Rahimi points out that an approach of assessing overall cardiovascular risk first is already being done in lipid lowering. “The cholesterol level alone does not determine treatment,” he said. “There are differences between the two fields, but in general our general message is that the hypertension field should be following what we have already accepted in the cholesterol field.”
He notes that there hasn’t been a study to look at this question before in the field of blood pressure lowering.
“While SPRINT was a very prominent trial, they didn’t have many individuals with a systolic below 130 mm Hg, so the numbers were too small to make a judgement in this population,” he said. “In our meta-analysis, there were almost 7000 events in people with systolic levels under 130 mm Hg — so we had the statistical power to look at this in detail.”
Asked what effect changing to this approach may have on the number of those receiving treatment, Rahimi said that it will not necessarily result in greater numbers being treated, “but rather it should lead to better matching of treatment to patients who will benefit the most.”
Commenting on the study for theheart.org | Medscape Cardiology, Michael A. Weber, MD, professor of medicine at the SUNY Downstate College of Medicine, New York City, said the data from this BPLTTC meta-analysis, extend findings from an earlier meta-analysis that showed the cardiovascular benefits of blood pressure–lowering drugs in patients with systolic blood pressures as low as 130 mm Hg. “Now, it appears that these benefits occur at systolic BPs as low as 120 mm Hg.”
The findings in this analysis in patients with previous cardiovascular histories might have been expected, Weber said, “since the SPRINT trial in high-risk patients also showed clear reductions in fatal and non-fatal cardiovascular outcomes at systolic blood pressures below 120 mm Hg.
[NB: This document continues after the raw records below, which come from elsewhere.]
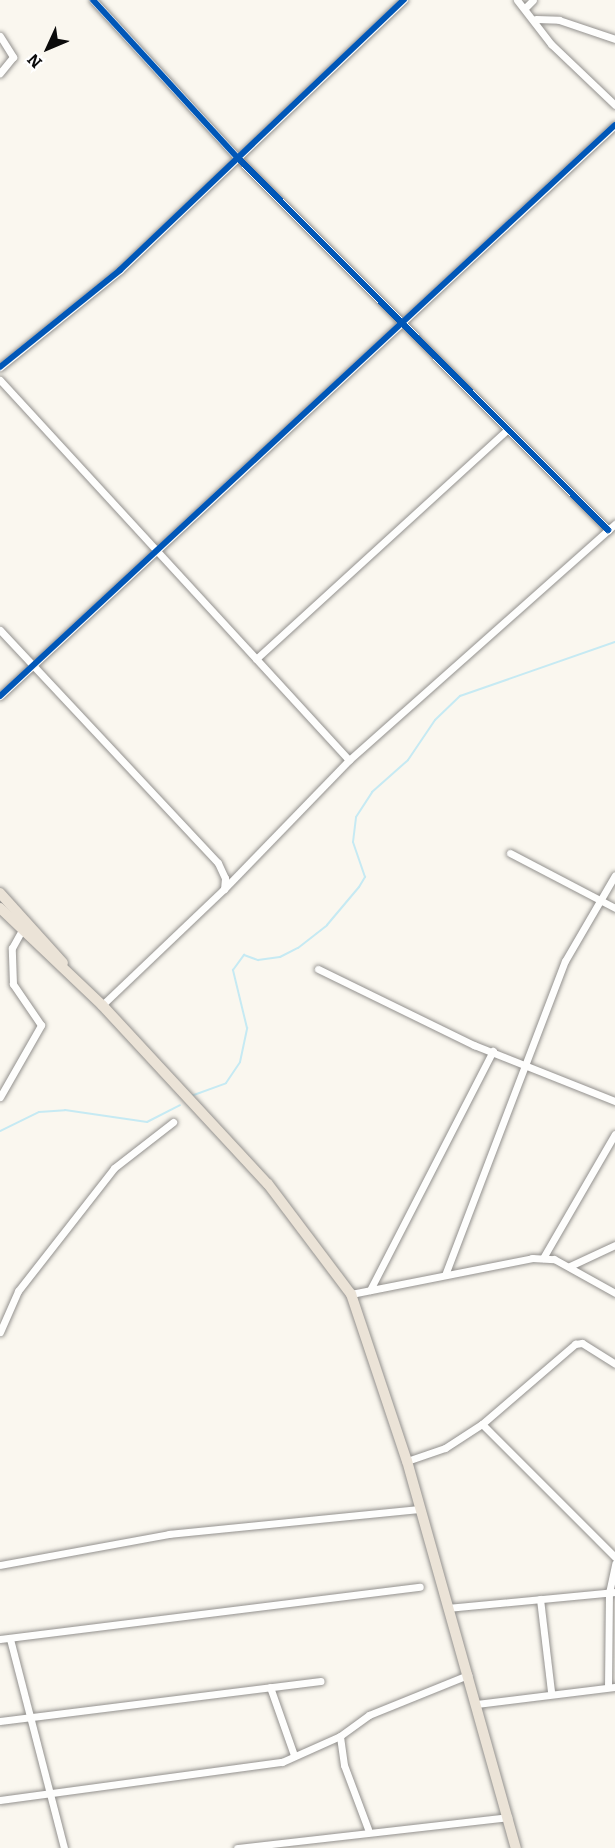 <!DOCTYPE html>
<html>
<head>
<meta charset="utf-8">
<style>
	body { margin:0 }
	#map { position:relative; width:615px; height:1848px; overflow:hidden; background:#faf7ef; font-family:Bitter,serif }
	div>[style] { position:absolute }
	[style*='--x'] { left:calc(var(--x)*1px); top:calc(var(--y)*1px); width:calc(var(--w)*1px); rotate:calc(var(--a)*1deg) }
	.stream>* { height:2px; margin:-1px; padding:0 1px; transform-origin:1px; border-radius:1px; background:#c6eaf3 }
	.roads { filter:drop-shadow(0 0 2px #93918e) drop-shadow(0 0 2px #93918e) }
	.street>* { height:7px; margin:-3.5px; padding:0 3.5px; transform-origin:3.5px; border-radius:3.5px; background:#fefefd }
	.primary>* { height:10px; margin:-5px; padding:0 5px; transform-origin:5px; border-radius:5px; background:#ebe3d7 }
	.cycleway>* { height:6px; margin:-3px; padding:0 3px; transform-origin:3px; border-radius:3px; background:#0057b8 }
	span { translate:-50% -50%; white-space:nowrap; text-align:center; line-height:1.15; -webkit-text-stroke:6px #fff; paint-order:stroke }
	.north { position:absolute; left:18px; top:18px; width:60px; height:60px; -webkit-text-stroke:4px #fff; paint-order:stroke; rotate:226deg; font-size:16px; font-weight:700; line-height:24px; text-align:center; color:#0b0b0b }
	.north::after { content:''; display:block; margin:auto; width:21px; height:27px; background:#0b0b0b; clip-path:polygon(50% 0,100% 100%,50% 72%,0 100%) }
</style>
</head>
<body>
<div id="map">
	<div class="stream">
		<i style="--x:191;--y:1096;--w:37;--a:-20"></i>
		<i style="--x:226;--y:1083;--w:25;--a:-56"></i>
		<i style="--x:240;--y:1062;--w:35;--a:-78"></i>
		<i style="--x:247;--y:1028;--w:60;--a:-103.6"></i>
		<i style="--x:233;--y:970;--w:19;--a:-54"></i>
		<i style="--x:244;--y:955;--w:15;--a:20"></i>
		<i style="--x:258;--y:960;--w:22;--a:-8"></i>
		<i style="--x:280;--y:957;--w:20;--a:-27"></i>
		<i style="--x:298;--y:948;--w:37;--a:-38"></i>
		<i style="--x:327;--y:925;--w:50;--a:-49.9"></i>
		<i style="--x:359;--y:887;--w:12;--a:-59"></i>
		<i style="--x:365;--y:877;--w:37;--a:-109"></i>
		<i style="--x:353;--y:842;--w:25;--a:-83"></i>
		<i style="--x:356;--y:817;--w:30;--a:-57"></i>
		<i style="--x:372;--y:792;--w:48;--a:-41.6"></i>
		<i style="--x:408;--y:760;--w:48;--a:-56"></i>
		<i style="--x:435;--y:720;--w:35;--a:-44"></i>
		<i style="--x:460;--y:696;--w:164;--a:-19.2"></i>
		<i style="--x:0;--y:1131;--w:43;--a:-26"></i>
		<i style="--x:39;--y:1112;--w:26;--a:-4"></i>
		<i style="--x:65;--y:1110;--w:83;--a:8.3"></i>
		<i style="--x:147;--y:1122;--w:37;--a:-27"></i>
	</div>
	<div class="roads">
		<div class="street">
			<i style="--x:93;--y:0;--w:214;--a:47.5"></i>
			<i style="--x:238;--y:158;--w:525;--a:45.15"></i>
			<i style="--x:517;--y:0;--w:56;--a:52.3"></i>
			<i style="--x:551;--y:44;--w:88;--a:43.6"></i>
			<i style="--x:525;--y:8;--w:11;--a:-45"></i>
			<i style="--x:536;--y:19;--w:23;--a:2"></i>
			<i style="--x:559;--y:20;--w:59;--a:18.7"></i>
			<i style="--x:0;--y:36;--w:25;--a:58"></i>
			<i style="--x:13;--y:57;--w:21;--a:129"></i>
			<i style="--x:0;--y:367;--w:154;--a:-38.9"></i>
			<i style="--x:120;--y:270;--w:392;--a:-43.6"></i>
			<i style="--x:0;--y:380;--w:516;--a:47.43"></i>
			<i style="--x:0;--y:630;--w:319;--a:46.9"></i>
			<i style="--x:218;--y:863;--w:17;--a:65"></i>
			<i style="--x:225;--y:878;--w:11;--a:95"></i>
			<i style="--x:224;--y:889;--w:168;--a:136.4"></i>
			<i style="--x:256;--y:659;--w:337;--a:-42.4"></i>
			<i style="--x:0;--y:696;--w:839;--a:-42.88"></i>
			<i style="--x:510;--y:853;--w:119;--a:27.6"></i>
			<i style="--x:224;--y:889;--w:180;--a:-45.9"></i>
			<i style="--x:349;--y:760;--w:356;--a:-41.6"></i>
			<i style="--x:318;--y:969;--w:174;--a:26"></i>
			<i style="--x:474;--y:1045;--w:152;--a:21.7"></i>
			<i style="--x:0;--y:1097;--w:83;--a:-60.3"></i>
			<i style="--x:41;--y:1025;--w:50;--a:-124.3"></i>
			<i style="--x:13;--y:984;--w:36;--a:-92"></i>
			<i style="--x:12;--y:948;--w:21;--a:-61"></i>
			<i style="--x:543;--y:1258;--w:143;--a:-59.9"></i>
			<i style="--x:570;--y:1266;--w:50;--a:-25"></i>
			<i style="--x:445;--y:1275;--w:336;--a:-69.1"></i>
			<i style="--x:565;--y:961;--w:99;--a:-59.8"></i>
			<i style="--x:370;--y:1290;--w:269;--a:-62.8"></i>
			<i style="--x:351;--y:1294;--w:185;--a:-11.2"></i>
			<i style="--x:532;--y:1258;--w:22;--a:3"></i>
			<i style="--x:554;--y:1259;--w:70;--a:29.1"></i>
			<i style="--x:0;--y:1332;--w:45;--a:-66.3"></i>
			<i style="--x:18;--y:1291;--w:156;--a:-52"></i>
			<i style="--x:114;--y:1168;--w:75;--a:-37.9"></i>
			<i style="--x:482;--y:1424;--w:188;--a:45"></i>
			<i style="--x:407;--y:1461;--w:40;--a:-18.9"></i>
			<i style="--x:445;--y:1448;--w:44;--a:-33"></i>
			<i style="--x:482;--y:1424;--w:123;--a:-40.7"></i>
			<i style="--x:575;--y:1344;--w:7;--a:-8"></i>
			<i style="--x:582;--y:1343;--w:39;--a:32"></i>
			<i style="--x:0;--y:1565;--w:172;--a:-10.4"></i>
			<i style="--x:169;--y:1534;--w:253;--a:-5.7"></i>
			<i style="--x:540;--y:1599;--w:93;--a:83.2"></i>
			<i style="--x:447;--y:1608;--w:169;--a:-5.4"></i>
			<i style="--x:0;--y:1639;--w:423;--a:-7.1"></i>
			<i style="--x:10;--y:1639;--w:216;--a:75.5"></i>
			<i style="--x:270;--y:1687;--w:72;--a:70.6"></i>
			<i style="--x:608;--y:1687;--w:94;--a:-89.4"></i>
			<i style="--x:609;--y:1593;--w:30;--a:-78"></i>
			<i style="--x:476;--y:1704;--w:140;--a:-7"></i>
			<i style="--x:0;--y:1721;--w:323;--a:-7.1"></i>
			<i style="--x:0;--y:1800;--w:285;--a:-7.7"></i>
			<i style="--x:282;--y:1762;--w:64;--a:-24.1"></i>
			<i style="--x:368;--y:1829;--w:68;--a:-110.6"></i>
			<i style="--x:344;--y:1765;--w:29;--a:-98"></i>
			<i style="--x:340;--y:1736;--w:36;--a:-36"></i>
			<i style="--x:369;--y:1715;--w:107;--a:-22"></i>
			<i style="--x:237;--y:1848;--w:273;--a:-6.5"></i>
		</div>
		<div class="primary">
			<i style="--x:0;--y:893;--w:94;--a:48"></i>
			<i style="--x:0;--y:908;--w:141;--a:43.6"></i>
			<i style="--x:102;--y:1005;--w:244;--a:47.2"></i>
			<i style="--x:268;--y:1184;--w:138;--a:53"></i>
			<i style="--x:351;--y:1294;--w:176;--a:71.5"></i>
			<i style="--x:407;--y:1461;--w:402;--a:74.3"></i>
		</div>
	</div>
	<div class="cycleway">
		<i style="--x:93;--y:0;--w:214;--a:47.5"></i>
		<i style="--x:238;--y:158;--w:525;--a:45.15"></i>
		<i style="--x:0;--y:367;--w:154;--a:-38.9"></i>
		<i style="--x:120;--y:270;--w:392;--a:-43.6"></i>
		<i style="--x:0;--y:696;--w:839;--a:-42.88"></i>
	</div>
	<div class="north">N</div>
</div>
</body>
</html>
But the new findings of outcomes benefits in patients without previous cardiovascular histories treated at systolic of 120 mm Hg extends the findings to an important group of individuals who currently would not be considered appropriate candidates for treatment, even by the relatively aggressive criteria of the current ACC/AHA Hypertension Guidelines in the US.
“Of course,” Weber added, “these new findings should be tempered by acknowledging that they are derived from a meta-analysis rather than a robust randomized clinical trial, though performing such a trial would represent a truly major commitment.”
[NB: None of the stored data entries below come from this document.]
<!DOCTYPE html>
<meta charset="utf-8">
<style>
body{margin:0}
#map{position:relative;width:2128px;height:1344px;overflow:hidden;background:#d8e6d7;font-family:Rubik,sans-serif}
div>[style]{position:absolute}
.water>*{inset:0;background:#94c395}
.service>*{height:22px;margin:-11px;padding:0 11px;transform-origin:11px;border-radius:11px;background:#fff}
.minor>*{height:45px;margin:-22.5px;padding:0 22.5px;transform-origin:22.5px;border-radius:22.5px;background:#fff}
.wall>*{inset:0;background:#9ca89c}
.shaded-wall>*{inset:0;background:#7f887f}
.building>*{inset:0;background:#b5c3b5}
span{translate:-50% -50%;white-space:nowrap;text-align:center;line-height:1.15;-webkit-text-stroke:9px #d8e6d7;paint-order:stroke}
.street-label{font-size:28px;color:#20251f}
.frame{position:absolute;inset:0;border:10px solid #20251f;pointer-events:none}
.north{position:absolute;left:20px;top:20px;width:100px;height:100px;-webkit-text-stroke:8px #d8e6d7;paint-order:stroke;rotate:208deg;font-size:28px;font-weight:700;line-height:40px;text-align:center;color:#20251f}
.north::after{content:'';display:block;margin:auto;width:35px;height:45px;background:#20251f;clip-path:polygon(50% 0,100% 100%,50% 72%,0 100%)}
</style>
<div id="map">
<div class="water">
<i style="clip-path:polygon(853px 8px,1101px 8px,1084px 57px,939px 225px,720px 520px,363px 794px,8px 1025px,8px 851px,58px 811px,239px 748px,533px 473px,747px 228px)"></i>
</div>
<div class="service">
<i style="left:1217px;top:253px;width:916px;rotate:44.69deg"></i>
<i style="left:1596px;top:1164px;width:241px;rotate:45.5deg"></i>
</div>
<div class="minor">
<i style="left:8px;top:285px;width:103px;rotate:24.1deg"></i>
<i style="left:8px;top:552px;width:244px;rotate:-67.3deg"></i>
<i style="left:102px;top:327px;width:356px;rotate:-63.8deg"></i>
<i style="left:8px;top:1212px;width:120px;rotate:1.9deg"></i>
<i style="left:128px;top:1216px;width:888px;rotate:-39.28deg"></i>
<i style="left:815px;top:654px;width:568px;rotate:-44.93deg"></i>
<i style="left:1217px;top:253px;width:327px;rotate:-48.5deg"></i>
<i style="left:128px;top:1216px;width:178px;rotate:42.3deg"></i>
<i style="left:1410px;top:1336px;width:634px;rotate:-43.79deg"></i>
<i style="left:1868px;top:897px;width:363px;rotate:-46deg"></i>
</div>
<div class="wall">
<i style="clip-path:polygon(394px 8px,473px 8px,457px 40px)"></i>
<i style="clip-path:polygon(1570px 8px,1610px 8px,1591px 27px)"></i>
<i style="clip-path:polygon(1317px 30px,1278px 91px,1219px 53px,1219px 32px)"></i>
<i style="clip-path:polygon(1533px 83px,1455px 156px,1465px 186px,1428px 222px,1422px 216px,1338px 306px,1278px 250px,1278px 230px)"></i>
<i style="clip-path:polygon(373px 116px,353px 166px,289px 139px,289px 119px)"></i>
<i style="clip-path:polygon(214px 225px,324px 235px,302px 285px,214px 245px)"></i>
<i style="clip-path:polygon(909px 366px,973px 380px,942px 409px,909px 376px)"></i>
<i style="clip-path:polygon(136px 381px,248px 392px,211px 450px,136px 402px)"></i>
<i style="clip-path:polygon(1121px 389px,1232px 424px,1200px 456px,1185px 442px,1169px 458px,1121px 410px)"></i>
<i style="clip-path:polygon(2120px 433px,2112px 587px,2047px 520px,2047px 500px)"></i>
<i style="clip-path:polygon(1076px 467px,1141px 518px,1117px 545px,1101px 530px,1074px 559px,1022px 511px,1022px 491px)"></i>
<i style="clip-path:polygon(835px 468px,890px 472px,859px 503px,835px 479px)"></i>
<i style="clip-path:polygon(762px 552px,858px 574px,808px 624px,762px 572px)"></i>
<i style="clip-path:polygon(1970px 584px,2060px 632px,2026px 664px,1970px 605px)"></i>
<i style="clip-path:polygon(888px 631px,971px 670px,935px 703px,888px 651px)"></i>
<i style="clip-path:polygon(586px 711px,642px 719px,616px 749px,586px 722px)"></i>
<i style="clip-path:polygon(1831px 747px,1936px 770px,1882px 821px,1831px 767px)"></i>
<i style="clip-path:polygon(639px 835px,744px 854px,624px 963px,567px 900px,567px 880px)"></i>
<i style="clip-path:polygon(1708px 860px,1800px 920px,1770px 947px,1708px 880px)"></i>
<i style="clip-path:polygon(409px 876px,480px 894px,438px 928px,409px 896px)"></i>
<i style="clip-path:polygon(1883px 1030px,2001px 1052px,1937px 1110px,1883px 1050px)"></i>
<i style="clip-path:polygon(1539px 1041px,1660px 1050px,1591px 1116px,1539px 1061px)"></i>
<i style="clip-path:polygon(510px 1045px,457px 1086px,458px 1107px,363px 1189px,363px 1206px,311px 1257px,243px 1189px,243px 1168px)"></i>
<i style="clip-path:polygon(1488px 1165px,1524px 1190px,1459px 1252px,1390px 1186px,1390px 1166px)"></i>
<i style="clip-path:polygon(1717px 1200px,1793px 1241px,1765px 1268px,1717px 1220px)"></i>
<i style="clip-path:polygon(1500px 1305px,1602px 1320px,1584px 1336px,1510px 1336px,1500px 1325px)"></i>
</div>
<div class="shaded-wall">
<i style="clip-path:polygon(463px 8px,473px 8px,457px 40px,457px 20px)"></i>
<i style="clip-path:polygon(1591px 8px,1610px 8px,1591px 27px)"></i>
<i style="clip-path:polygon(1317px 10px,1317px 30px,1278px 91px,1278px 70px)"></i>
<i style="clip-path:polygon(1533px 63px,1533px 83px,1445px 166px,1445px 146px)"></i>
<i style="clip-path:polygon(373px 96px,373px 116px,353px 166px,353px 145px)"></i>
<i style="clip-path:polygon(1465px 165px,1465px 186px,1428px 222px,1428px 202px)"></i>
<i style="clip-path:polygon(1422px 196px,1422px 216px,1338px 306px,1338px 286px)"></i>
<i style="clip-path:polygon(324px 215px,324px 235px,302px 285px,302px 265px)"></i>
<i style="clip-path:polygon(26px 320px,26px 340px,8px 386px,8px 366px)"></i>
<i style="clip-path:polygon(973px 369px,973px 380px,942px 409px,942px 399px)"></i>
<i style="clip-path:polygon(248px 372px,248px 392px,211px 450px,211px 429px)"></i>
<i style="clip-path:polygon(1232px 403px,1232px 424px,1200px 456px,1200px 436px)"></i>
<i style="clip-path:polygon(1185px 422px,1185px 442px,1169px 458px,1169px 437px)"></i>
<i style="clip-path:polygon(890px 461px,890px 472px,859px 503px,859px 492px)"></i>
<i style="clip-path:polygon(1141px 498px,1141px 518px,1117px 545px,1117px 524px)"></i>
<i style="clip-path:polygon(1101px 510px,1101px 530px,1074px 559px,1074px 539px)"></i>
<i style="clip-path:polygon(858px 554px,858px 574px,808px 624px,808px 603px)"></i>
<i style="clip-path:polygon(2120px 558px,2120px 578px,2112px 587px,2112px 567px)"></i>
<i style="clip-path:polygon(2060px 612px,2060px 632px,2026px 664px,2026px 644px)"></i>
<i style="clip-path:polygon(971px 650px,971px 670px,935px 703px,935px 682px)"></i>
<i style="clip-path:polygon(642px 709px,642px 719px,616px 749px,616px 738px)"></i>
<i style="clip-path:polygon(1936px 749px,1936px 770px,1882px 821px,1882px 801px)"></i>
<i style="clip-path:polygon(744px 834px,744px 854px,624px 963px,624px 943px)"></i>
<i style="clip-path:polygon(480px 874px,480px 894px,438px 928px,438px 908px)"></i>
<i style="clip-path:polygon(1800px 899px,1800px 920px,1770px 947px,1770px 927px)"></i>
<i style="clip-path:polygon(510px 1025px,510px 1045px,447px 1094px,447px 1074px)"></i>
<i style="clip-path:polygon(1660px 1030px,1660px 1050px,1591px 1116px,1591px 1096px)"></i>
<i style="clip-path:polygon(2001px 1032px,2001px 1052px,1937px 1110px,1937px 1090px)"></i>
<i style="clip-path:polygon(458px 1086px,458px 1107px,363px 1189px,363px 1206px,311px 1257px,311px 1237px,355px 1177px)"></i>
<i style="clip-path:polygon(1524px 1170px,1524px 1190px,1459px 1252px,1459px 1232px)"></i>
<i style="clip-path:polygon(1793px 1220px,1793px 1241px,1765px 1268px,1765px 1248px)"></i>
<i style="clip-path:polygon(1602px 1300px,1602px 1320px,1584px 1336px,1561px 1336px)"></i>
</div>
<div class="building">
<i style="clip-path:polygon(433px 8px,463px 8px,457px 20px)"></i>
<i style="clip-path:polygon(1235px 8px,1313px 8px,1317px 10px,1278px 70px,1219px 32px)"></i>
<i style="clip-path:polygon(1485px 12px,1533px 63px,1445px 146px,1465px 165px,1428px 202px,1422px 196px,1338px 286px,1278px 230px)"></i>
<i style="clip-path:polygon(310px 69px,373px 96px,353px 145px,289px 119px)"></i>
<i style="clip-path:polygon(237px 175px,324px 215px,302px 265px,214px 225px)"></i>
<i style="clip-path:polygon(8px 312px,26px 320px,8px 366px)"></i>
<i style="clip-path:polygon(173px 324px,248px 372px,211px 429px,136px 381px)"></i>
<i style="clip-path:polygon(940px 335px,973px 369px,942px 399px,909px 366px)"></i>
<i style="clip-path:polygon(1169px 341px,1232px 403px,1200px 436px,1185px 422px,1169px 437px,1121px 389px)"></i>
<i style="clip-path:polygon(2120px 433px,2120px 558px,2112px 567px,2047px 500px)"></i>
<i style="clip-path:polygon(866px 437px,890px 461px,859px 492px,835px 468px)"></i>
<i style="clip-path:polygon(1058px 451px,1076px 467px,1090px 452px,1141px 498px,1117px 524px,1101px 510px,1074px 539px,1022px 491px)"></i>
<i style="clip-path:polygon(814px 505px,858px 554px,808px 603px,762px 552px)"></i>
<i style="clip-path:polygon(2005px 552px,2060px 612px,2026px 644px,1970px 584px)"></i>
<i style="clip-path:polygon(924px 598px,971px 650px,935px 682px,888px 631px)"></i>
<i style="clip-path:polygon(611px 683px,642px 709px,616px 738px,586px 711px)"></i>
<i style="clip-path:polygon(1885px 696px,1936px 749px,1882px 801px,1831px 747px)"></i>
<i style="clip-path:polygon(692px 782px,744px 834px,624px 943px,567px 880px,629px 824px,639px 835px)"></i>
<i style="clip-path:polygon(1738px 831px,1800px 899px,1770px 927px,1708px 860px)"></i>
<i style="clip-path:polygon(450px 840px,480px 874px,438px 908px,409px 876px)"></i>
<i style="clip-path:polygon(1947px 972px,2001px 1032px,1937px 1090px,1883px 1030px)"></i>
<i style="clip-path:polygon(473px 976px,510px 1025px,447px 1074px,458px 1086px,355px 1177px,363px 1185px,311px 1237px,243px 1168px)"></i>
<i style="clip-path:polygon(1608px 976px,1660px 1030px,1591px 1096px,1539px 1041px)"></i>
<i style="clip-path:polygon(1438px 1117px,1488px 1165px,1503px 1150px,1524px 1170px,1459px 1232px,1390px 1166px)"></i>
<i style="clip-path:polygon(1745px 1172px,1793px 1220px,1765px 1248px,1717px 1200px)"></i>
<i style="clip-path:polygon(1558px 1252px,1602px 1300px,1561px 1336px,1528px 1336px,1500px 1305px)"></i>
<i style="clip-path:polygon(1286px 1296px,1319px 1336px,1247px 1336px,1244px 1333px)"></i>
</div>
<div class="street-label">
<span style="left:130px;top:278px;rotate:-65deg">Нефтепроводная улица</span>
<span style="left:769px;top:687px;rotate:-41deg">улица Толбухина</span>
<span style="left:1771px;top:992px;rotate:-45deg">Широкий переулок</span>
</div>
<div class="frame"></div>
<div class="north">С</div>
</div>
During the discussion after the presentation of the data at the ESC Hot Line, co-chair of the session, Diederick Grobbee, MD, professor of clinical epidemiology at University Medical Center Utrecht, the Netherlands, said: “My take-home message from this is that hypertension is perhaps less relevant as a diagnosis, but blood pressure treatment is becoming more important as a modifier of baseline risk even in the presence of relatively low starting blood pressures. I think that is an important message.”
Designated discussant of the study, Johannes Reitsma, MD, University Medical Center Utrecht, described the BPLTTC analysis as “an incredibly rich source of data,” allowing more flexibility to investigate various subgroups.
He added that he would like to see more insight into variations across the individual studies included and more focus on absolute benefits and analysis of side effects.
The meta-analysis was funded by the British Heart Foundation, the National Institute for Health Research Oxford Biomedical Research Centre, Oxford Martin School, and UK Research and Innovation. Rahimi has disclosed no relevant financial relationships.
European Society of Cardiology (ESC) Congress 2020: Hot Line 9. Presented August 31, 2020.